**Problem statement**
Transcribe the data that follows in full. Leave out the pictures.

**Dataset records**
▽
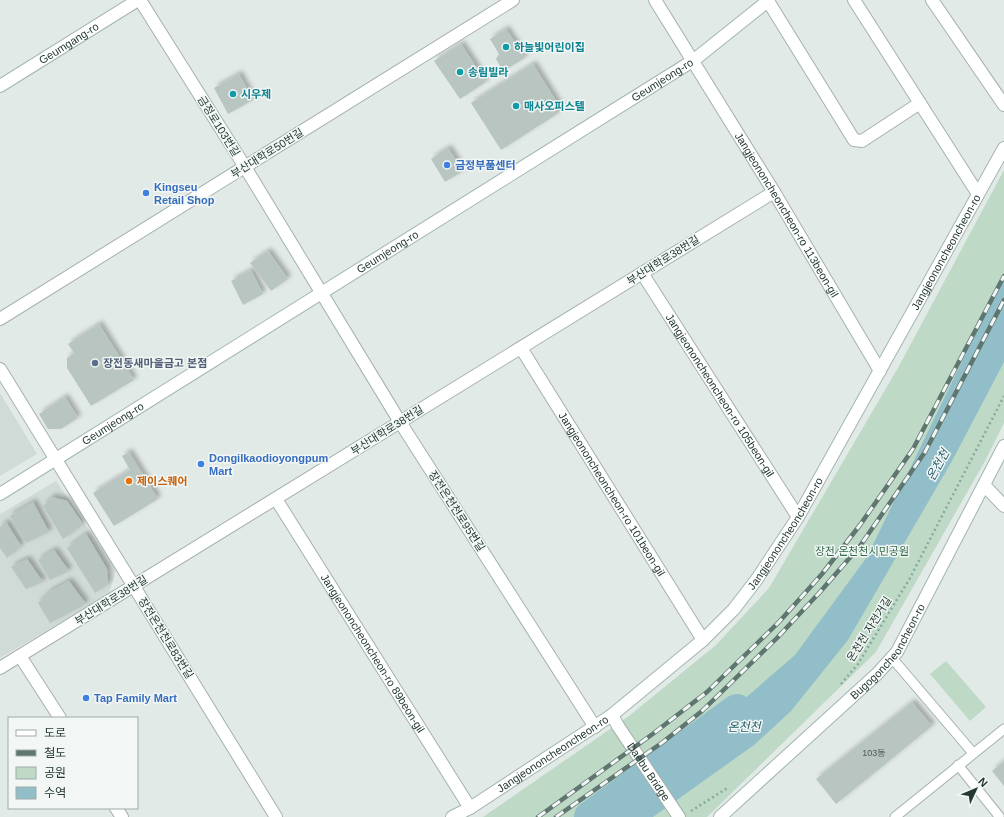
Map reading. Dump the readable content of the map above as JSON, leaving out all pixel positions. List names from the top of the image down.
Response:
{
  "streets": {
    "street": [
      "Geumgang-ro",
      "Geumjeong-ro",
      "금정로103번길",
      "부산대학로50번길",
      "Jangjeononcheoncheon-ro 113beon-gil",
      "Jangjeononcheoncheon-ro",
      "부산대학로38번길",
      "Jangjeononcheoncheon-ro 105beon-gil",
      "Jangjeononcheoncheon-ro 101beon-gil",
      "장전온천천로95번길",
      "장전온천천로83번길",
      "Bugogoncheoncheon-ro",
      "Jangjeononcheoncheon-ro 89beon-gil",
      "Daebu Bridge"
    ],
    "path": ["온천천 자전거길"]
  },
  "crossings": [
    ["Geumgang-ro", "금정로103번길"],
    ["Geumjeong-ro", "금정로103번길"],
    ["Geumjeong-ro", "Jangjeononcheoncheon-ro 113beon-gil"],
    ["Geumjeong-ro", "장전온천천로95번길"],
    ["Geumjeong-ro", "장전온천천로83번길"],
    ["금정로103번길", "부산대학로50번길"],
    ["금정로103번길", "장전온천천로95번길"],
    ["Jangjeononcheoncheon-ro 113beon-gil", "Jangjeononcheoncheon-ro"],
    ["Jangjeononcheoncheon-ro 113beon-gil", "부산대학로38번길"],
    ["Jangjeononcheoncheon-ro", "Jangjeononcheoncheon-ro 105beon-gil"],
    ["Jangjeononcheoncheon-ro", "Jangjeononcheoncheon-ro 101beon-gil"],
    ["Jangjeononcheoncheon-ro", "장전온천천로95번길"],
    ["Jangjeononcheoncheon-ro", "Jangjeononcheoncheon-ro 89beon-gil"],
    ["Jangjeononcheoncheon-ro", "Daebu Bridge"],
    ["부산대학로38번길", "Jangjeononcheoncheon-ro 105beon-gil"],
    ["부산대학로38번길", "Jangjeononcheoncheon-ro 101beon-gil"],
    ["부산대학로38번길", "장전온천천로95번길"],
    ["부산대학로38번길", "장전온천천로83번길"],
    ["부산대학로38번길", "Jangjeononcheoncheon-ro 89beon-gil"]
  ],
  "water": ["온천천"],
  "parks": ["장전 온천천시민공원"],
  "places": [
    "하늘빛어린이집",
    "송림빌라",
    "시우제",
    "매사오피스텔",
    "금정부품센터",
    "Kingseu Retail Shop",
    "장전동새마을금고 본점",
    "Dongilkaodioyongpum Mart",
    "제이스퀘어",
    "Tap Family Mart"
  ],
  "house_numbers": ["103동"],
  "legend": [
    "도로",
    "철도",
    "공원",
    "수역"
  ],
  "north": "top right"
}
△
**Response to this exercise**
Map reading. Dump the readable content of the map above as JSON, leaving out all pixel positions. List names from the top of the image down.
Response:
{
  "streets": {
    "street": [
      "Geumgang-ro",
      "Geumjeong-ro",
      "금정로103번길",
      "부산대학로50번길",
      "Jangjeononcheoncheon-ro 113beon-gil",
      "Jangjeononcheoncheon-ro",
      "부산대학로38번길",
      "Jangjeononcheoncheon-ro 105beon-gil",
      "Jangjeononcheoncheon-ro 101beon-gil",
      "장전온천천로95번길",
      "장전온천천로83번길",
      "Bugogoncheoncheon-ro",
      "Jangjeononcheoncheon-ro 89beon-gil",
      "Daebu Bridge"
    ],
    "path": ["온천천 자전거길"]
  },
  "crossings": [
    ["Geumgang-ro", "금정로103번길"],
    ["Geumjeong-ro", "금정로103번길"],
    ["Geumjeong-ro", "Jangjeononcheoncheon-ro 113beon-gil"],
    ["Geumjeong-ro", "장전온천천로95번길"],
    ["Geumjeong-ro", "장전온천천로83번길"],
    ["금정로103번길", "부산대학로50번길"],
    ["금정로103번길", "장전온천천로95번길"],
    ["Jangjeononcheoncheon-ro 113beon-gil", "Jangjeononcheoncheon-ro"],
    ["Jangjeononcheoncheon-ro 113beon-gil", "부산대학로38번길"],
    ["Jangjeononcheoncheon-ro", "Jangjeononcheoncheon-ro 105beon-gil"],
    ["Jangjeononcheoncheon-ro", "Jangjeononcheoncheon-ro 101beon-gil"],
    ["Jangjeononcheoncheon-ro", "장전온천천로95번길"],
    ["Jangjeononcheoncheon-ro", "Jangjeononcheoncheon-ro 89beon-gil"],
    ["Jangjeononcheoncheon-ro", "Daebu Bridge"],
    ["부산대학로38번길", "Jangjeononcheoncheon-ro 105beon-gil"],
    ["부산대학로38번길", "Jangjeononcheoncheon-ro 101beon-gil"],
    ["부산대학로38번길", "장전온천천로95번길"],
    ["부산대학로38번길", "장전온천천로83번길"],
    ["부산대학로38번길", "Jangjeononcheoncheon-ro 89beon-gil"]
  ],
  "water": ["온천천"],
  "parks": ["장전 온천천시민공원"],
  "places": [
    "하늘빛어린이집",
    "송림빌라",
    "시우제",
    "매사오피스텔",
    "금정부품센터",
    "Kingseu Retail Shop",
    "장전동새마을금고 본점",
    "Dongilkaodioyongpum Mart",
    "제이스퀘어",
    "Tap Family Mart"
  ],
  "house_numbers": ["103동"],
  "legend": [
    "도로",
    "철도",
    "공원",
    "수역"
  ],
  "north": "top right"
}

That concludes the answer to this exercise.